Dos artículos habían atraído a los artistas y al resto de los allí congregados, que eran muchísimo más numerosos que de costumbre. Uno de ellos era una auténtica rareza. Como resultado de la manía que Lord Quayle había tenido a lo largo de toda su vida por lo católico, de entre la miscelánea de su biblioteca había surgido lo que pretendía ser el relato de un testigo presencial, garabateado en un griego execrable con tinta de calamar sobre pergamino fragmentado por un individuo llamado Flavius Peticius, centurión romano de escasa cultura y evidentemente crédulo (o acaso escrito por su escriba, casi analfabeto), de la crucifixión de un tal Jesús de Nazaret y otros malhechores fuera de las murallas de Jerusalén, a principios del siglo primero d. C.
¡Allí había espectáculo, verdadero material épico! Por no hacer mención de la publicidad oportuna —que eso era lo que había atraído a la gente del cine—, porque la «BBC» había montado recientemente una lujosa producción de la obra Mientras Roma arde, de Desiree Gilfoley, presentando en ella a la antes ágil modelo Lady Alastra Malypense en su debut como actriz, lo que había resultado un hecho memorable porque en sólo una de sus muchas escenas había aparecido Lady Malypense con algo de ropa, y para eso dicha ropa seguía la moda de Egipto y estaba hecha a base de lino plisado, es decir, transparente. Quizá la propia Lady Malypense se encontrase entre las ruidosas personas de la primera fila; Sylvester no la hubiera reconocido ni vestida ni de ningún otro modo.
Por lo que a Sylvester concernía, habrían podido subastar un pedazo de la verdadera Cruz, pues le daba lo mismo el valor intrínseco del pergamino. Sondra Sylvester y la mayoría de los coleccionistas serios venían atraídos por el lote 61, un único y grueso volumen; irónicamente, si en el texto del mismo no se hubiera basado una clásica película británica del siglo anterior, los medios de información quizá lo hubieran pasado por alto, cosa que Sylvester habría preferido.

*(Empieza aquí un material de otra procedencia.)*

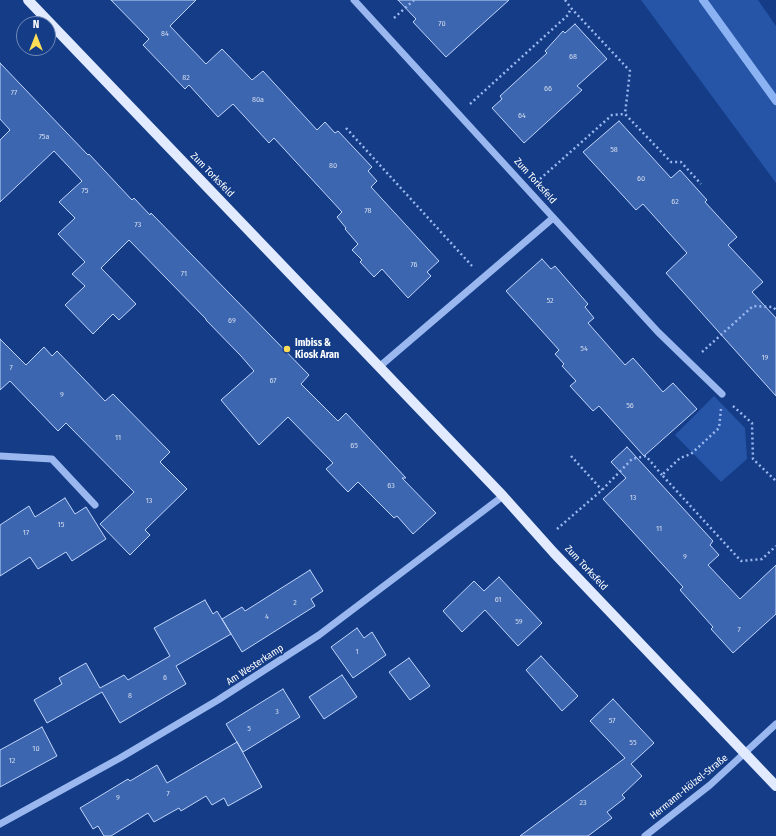 <!DOCTYPE html>
<meta charset="utf-8">
<style>
body{margin:0}
#map{position:relative;width:776px;height:836px;overflow:hidden;background:#143c87;font-family:"Fira Sans Condensed",sans-serif}
canvas{display:block}
.north{position:absolute;left:16px;top:16px;width:40px;height:40px;box-sizing:border-box;background:#143c87;border:1px solid #728ab7;border-radius:50%;rotate:0deg;font-size:11px;font-weight:700;line-height:16px;text-align:center;color:#fff}
.north::after{content:'';display:block;margin:auto;width:14px;height:18px;background:#ffde57;clip-path:polygon(50% 0,100% 100%,50% 72%,0 100%)}
</style>
<div id="map">
<canvas width="776" height="836"></canvas>
<div class="north">N</div>
</div>
<script>
const g = document.querySelector('canvas').getContext('2d');
g.lineJoin = 'round';
function paint(path, color) { g.fillStyle = color; g.fill(path, 'evenodd'); }
const poly = rows => new Path2D(rows.map(r => 'M' + r).join(''));
function strokePath(path, color, width, dash) { g.strokeStyle = color; g.lineWidth = width; g.lineCap = dash ? 'butt' : 'round'; g.setLineDash(dash || []); g.stroke(path); }
function write(font, color, halo, rows, align = 'center') {
  g.font = font + ' "Fira Sans Condensed",sans-serif'; g.lineWidth = 3.5; g.setLineDash([]); g.textBaseline = 'middle'; g.strokeStyle = halo; g.fillStyle = color; for (const [text, x, y, turn = 0] of rows) {
    g.save(); g.translate(x, y); g.rotate((+turn || 0) * Math.PI / 180); g.textAlign = isNaN(turn) ? turn : align; if (halo) g.strokeText(text, 0, 0); g.fillText(text, 0, 0); g.restore();
  }
}
paint(poly([
 [641,0,758,0,776,26,776,183],
 [714,396,745,428,747,459,721,482,675,435]
]), '#2654a6');
strokePath(poly([
 [703,0,776,101]
]), '#8bb2f2', 8);
const building = poly([
 [111,0,196,0,170,26,206,64,222,49,252,80,263,71,317,130,325,122,335,133,338,131,372,167,368,171,377,181,371,187,439,261,427,272,431,276,408,298,382,269,374,277,360,262,362,260,352,250,358,244,345,229,346,228,337,217,342,212,274,138,269,143,233,104,218,117,189,85,185,89,143,45,149,39,111,0],
 [398,0,509,0,446,57,413,22,416,19,398,0],
 [575,24,607,59,577,86,582,90,524,143,492,108,502,99,500,96,547,53,545,51,563,31,565,33,575,24],
 [0,63,88,155,89,154,132,200,134,198,150,215,151,213,309,375,301,384,338,421,346,413,406,478,402,478,436,513,413,534,397,516,394,518,358,482,348,492,326,469,333,463,288,417,259,445,221,400,254,371,241,356,206,320,206,319,129,240,101,268,136,304,119,320,113,314,93,334,65,305,85,286,72,274,85,262,58,234,75,218,59,202,82,181,54,151,0,202,0,140,10,130,0,119,0,63],
 [619,121,671,178,680,170,707,200,705,202,737,237,728,245,763,282,752,292,776,318,776,396,666,273,687,253,643,204,636,210,583,152,619,121],
 [542,259,551,269,555,266,588,304,585,307,594,318,588,323,625,365,633,358,663,392,673,383,697,409,644,456,599,406,593,411,570,386,576,381,562,366,564,364,555,354,559,350,506,291,542,259],
 [0,339,26,365,44,347,52,356,57,351,105,401,113,394,170,452,160,462,187,489,145,530,150,535,130,555,100,524,134,492,66,423,58,431,10,381,0,390,0,339],
 [627,447,713,541,710,545,719,555,708,565,740,599,776,565,776,614,733,653,711,629,713,627,680,590,683,587,603,499,626,478,611,462,627,447],
 [65,498,75,514,86,507,106,539,72,561,66,552,38,569,30,557,0,576,0,525,29,506,35,517,65,498],
 [310,570,323,591,311,599,315,606,242,652,222,619,242,607,245,611,310,570],
 [499,577,542,623,518,646,485,610,462,632,443,611,474,581,484,591,499,577],
 [205,600,213,614,217,611,231,634,176,666,186,684,120,723,102,692,47,723,34,700,62,684,59,678,86,663,100,688,124,675,128,680,170,656,154,628,205,600],
 [357,628,364,638,372,632,386,655,353,678,331,647,357,628],
 [541,656,578,696,562,711,526,670,541,656],
 [409,658,430,686,410,700,389,672,409,658],
 [342,675,357,697,324,719,309,697,342,675],
 [283,689,300,717,243,752,226,724,283,689],
 [613,699,654,743,631,764,642,776,622,795,625,798,607,812,612,818,588,836,520,836,625,758,590,721,613,699],
 [42,727,57,756,0,787,0,750,42,727],
 [237,742,262,787,228,806,224,798,212,805,206,796,181,811,179,808,154,822,148,813,111,836,104,836,98,826,93,829,80,808,128,779,130,781,157,765,167,783,237,742]
]);
paint(building, '#3d66b1');
strokePath(building, '#c0d5fb', 1);
strokePath(poly([
 [565,0,571,8,630,71,625,114],
 [394,18,414,0],
 [470,104,568,15,571,8],
 [346,128,472,266],
 [540,179,612,115,625,114,671,162,681,162,701,184],
 [702,352,753,306,773,307,776,310],
 [733,406,752,423,753,459,776,481],
 [721,409,719,428,691,454,680,458,662,475,741,561,762,559,776,546],
 [571,456,602,490],
 [557,529,602,490,632,459,646,456,662,475]
]), '#9ab8ef', 2.5, [2, 3]);
strokePath(poly([
 [354,0,658,332,722,394],
 [379,367,553,218],
 [0,456,52,459,95,505],
 [0,824,120,758,218,700,319,635,503,496],
 [645,836,710,785,776,724]
]), '#9ab8ef', 7);
strokePath(poly([
 [28,0,503,496,554,553,776,786]
]), '#e1eaff', 10);
for (const [x, y, r, color] of [
 [287,349,4,"#ffde57"]
]) { const dot = new Path2D(); dot.arc(x, y, r, 0, 2 * Math.PI); g.fillStyle = color; g.fill(dot); strokePath(dot, '#143c87', 1.5); }
write('8px', '#ced9ec', null, [
 ["70",442,24],
 ["84",165,34],
 ["68",573,57],
 ["82",186,78],
 ["66",548,89],
 ["77",14,93],
 ["80a",258,100],
 ["64",522,116],
 ["75a",44,137],
 ["58",614,150],
 ["80",333,166],
 ["60",641,179],
 ["75",85,191],
 ["62",675,202],
 ["78",368,211],
 ["73",138,225],
 ["76",414,265],
 ["71",184,274],
 ["52",550,301],
 ["69",232,321],
 ["54",584,349],
 ["19",765,358],
 ["7",11,368],
 ["67",273,381],
 ["9",62,395],
 ["56",630,406],
 ["11",118,438],
 ["65",354,446],
 ["63",391,486],
 ["13",633,498],
 ["13",149,501],
 ["15",61,525],
 ["11",659,529],
 ["17",26,533],
 ["9",685,557],
 ["61",498,600],
 ["2",295,603],
 ["4",267,617],
 ["59",519,622],
 ["7",739,630],
 ["1",357,652],
 ["6",165,678],
 ["8",130,696],
 ["3",277,712],
 ["57",612,721],
 ["5",249,729],
 ["55",633,743],
 ["10",36,749],
 ["12",12,761],
 ["7",168,794],
 ["9",118,798],
 ["23",583,803]
]);
write('10px', '#fff', '#143c87', [
 ["Zum Torksfeld",212,175,46],
 ["Zum Torksfeld",535,181,48],
 ["Zum Torksfeld",586,568,47],
 ["Am Westerkamp",255,665,-33],
 ["Hermann-Hölzel-Straße",689,787,-39]
]);
write('bold 10px', '#fff', '#143c87', [
 ["Imbiss &",295,343],
 ["Kiosk Aran",295,355]
], 'left');
</script>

Había estado inspeccionando el volumen el día anterior en la sencilla librería que había detrás del estrado, donde se hallaba custodiado por fornidos conserjes vestidos con guardapolvos y discretamente vigilado por los jóvenes empleados y empleadas ataviados con trajes de oficina. El libro descansaba abierto dejando al descubierto una tira de papel que yacía en la página portadora del título, que estaba escrito con caligrafía irregular vertical: «A Jonathan…»
Usando este seudónimo encabezamiento, el último de los verdaderamente grandes y locos aventureros ingleses —que también fue el primero de los grandes y locos filósofos de la guerra moderna— había hecho llegar el libro a las manos de un amigo íntimo. ¿Quién podía seguir el rastro de sus viajes desde entonces? «Sotheby’s» no.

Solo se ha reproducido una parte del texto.